Retriever: Data Retrieval Tool

Summary

The Data Retriever automates the first steps in the data analysis workflow by downloading, cleaning, and standardizing tabular datasets, and importing them into relational databases, flat files, or programming languages (Morris and White 2013). The automation of this process reduces the time for a user to get most large datasets up and running by hours to days.The retriever uses a plugin infrastructure for both datasets and storage backends. New datasets that are relatively well structured can be added adding a JSON file following the Frictionless Data tabular data metadata package standard (Frictionlessdata 2017). More complex datasets can be added using a Python script to handle complex data cleaning and merging tasks and then defining the metadata associated with the cleaned tables. New storage backends can be added by overloading a general class with details for storing the data in new file formats or database management systems. The retriever has both a Python API and a command line interface. An R package that wraps the command line interface and a Julia package that wraps the Python API are also available.

The 2.0 and 2.1 releases add extensive new functionality.

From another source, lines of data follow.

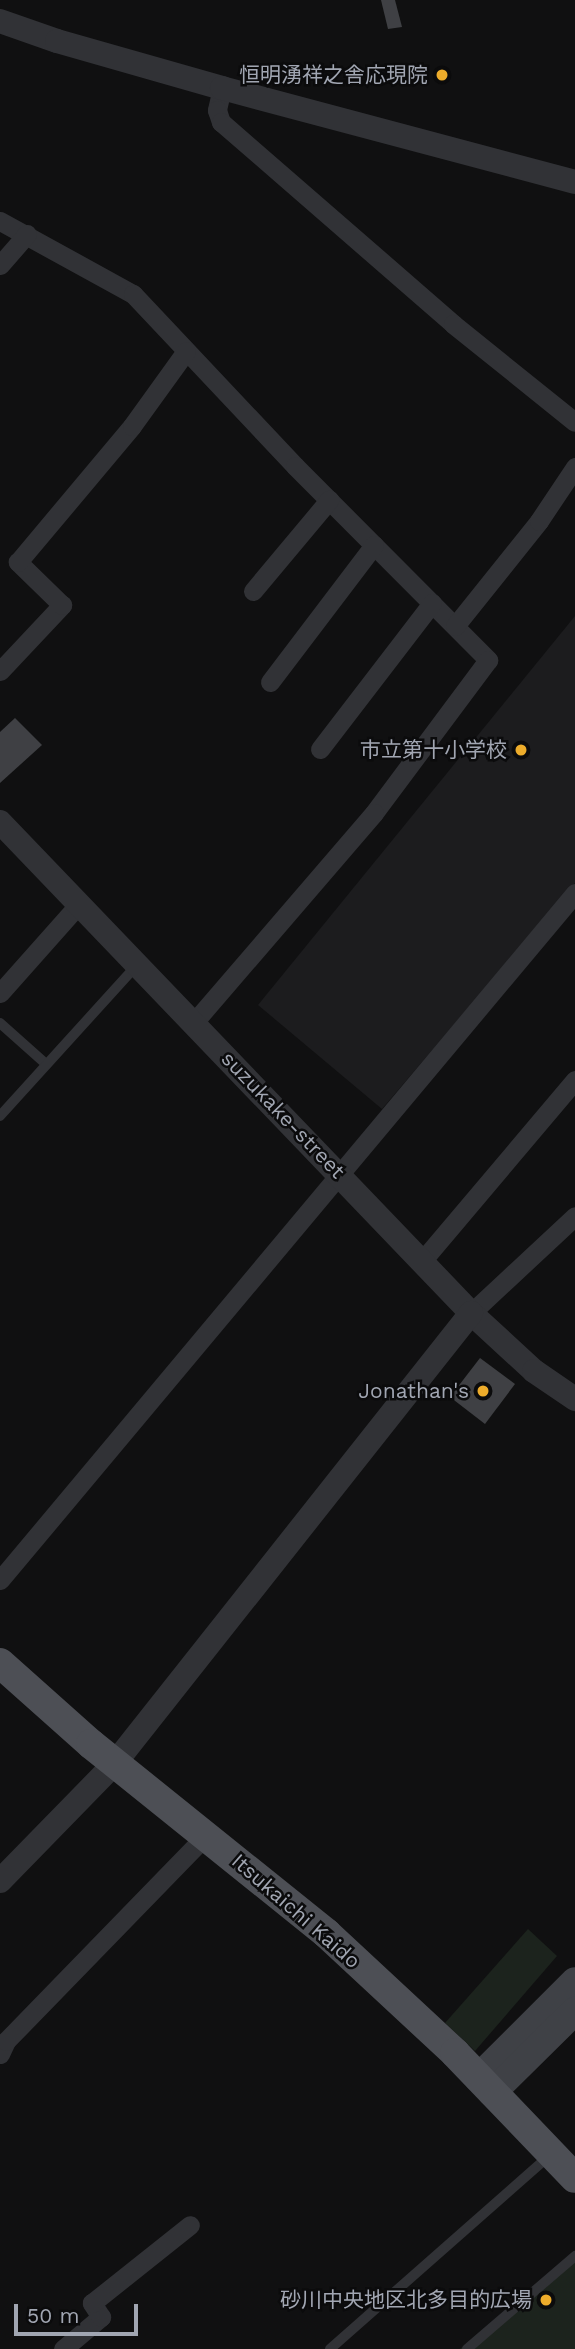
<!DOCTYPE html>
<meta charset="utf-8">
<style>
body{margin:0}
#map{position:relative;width:575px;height:2349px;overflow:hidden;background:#101011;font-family:"Work Sans","Noto Sans JP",sans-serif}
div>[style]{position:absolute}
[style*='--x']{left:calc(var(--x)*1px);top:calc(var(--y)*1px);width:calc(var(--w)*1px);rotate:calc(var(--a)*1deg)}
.built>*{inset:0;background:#1c1c1e}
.green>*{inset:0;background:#1c231d}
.building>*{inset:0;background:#3f4044}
.service>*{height:10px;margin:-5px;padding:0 5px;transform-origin:5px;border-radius:5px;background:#313236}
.minor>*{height:19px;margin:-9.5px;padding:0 9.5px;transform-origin:9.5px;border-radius:9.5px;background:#313236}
.tertiary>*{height:24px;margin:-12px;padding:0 12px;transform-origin:12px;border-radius:12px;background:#313236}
.secondary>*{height:28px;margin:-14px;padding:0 14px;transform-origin:14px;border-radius:14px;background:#3f4146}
.primary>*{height:30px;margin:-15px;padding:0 15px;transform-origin:15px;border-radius:15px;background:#4d4f55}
.dots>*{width:19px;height:19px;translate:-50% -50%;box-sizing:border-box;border:4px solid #0b0b0c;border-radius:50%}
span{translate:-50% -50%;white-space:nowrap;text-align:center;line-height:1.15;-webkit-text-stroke:5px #0b0b0c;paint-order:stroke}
.poi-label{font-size:21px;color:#a1a6b2}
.right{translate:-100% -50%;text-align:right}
.street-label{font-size:21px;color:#a1a6b2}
.scale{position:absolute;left:14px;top:2304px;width:124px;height:32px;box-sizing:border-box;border:4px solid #a1a6b2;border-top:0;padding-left:9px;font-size:21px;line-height:24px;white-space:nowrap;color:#a1a6b2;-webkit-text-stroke:5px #0b0b0c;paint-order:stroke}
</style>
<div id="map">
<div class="built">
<div style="clip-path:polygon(575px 616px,575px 883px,382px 1109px,258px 1005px)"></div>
</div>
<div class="green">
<div style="clip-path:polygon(528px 1929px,557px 1956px,475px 2051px,445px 2023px)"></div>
<div style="clip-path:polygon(575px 2252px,575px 2349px,460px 2349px)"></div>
</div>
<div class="building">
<div style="clip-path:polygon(381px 0,395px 0,402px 27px,388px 29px)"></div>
<div style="clip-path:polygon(15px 718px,42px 745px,0 783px,0 732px)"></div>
<div style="clip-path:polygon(480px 1358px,515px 1384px,485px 1424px,450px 1397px)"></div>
</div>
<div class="service">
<div style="--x:0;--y:1023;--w:62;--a:41.7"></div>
<div style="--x:0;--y:1116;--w:202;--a:-47.8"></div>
<div style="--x:330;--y:2349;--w:293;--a:-41.4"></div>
<div style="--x:467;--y:2349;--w:143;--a:-40.7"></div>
</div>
<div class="minor">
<div style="--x:222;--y:88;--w:23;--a:103"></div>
<div style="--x:217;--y:110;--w:13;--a:72"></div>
<div style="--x:221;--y:122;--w:308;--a:41"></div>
<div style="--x:453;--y:324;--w:156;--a:38.8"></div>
<div style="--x:0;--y:221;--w:152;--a:28.8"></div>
<div style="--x:133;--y:294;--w:236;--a:46.7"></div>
<div style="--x:295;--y:466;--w:274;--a:45.1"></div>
<div style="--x:488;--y:660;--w:191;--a:126.7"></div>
<div style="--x:374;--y:813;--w:276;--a:130.7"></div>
<div style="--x:0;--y:265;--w:41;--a:-48.9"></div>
<div style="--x:253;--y:591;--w:119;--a:-50.1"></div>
<div style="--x:455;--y:626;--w:134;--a:-51.3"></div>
<div style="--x:539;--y:521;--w:65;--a:-56.3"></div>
<div style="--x:0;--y:671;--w:91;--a:-46.8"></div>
<div style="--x:62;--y:605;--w:62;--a:-135.7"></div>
<div style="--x:18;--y:562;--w:177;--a:-50"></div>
<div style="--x:132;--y:426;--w:92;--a:-54.2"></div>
<div style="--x:270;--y:682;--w:172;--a:-52.8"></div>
<div style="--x:320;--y:749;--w:184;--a:-52.5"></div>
<div style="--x:0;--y:993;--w:120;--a:-48.4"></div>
<div style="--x:422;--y:1261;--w:237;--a:-49.8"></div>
<div style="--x:471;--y:1313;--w:142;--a:-43"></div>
<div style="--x:0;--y:1580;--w:896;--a:-50.07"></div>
<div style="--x:0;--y:2054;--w:14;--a:-65"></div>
<div style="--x:6;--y:2041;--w:287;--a:-45.8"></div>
<div style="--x:63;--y:2349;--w:50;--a:-40.1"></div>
<div style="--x:101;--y:2317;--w:17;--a:-123"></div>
<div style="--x:92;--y:2303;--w:125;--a:-38.5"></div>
</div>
<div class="tertiary">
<div style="--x:0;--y:21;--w:60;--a:19.3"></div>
<div style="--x:57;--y:41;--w:172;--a:15.9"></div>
<div style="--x:222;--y:88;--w:365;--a:14.9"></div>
<div style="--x:0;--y:822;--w:680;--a:46.19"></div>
<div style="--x:471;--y:1313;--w:86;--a:42.6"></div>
<div style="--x:534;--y:1371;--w:50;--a:34.3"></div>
<div style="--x:0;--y:1881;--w:165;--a:-45.7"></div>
<div style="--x:115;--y:1763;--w:574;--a:-51.65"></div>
</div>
<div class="secondary">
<div style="--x:478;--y:2078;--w:137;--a:-45"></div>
<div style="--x:492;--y:2093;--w:117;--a:-44.7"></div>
</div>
<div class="primary">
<div style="--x:0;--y:1663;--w:122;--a:41.7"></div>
<div style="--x:91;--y:1744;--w:302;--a:38.8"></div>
<div style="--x:326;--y:1933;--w:176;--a:42.9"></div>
<div style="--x:455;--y:2053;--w:173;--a:46.2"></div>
</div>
<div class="dots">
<div style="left:442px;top:75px;background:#edac2b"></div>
<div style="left:521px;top:750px;background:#edac2b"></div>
<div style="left:483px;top:1391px;background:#edac2b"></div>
<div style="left:546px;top:2300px;background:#edac2b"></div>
</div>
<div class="poi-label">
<span class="right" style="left:428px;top:75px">恒明湧祥之舎応現院</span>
<span class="right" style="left:507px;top:750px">市立第十小学校</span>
<span class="right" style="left:469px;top:1391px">Jonathan's</span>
<span class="right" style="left:532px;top:2300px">砂川中央地区北多目的広場</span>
</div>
<div class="street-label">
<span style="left:283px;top:1115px;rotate:46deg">suzukake-street</span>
<span style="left:296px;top:1911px;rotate:41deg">Itsukaichi Kaido</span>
</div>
<div class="scale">50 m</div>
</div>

This includes the Python API, the use of the Frictionless Data metadata standard, Python 3 support, JSON and XML backends, and autocompletion for the command line interface.

References

Frictionlessdata. 2017. “Specs: Specifications for Frictionless Data.” https://github.com/frictionlessdata/specs.

Morris, Benjamin D., and Ethan P. White. 2013. “The Ecodata Retriever: Improving Access to Existing Ecological Data.” PLoS ONE, June. Public Library of Science (PLoS). doi:10.1371/journal.pone.0065848.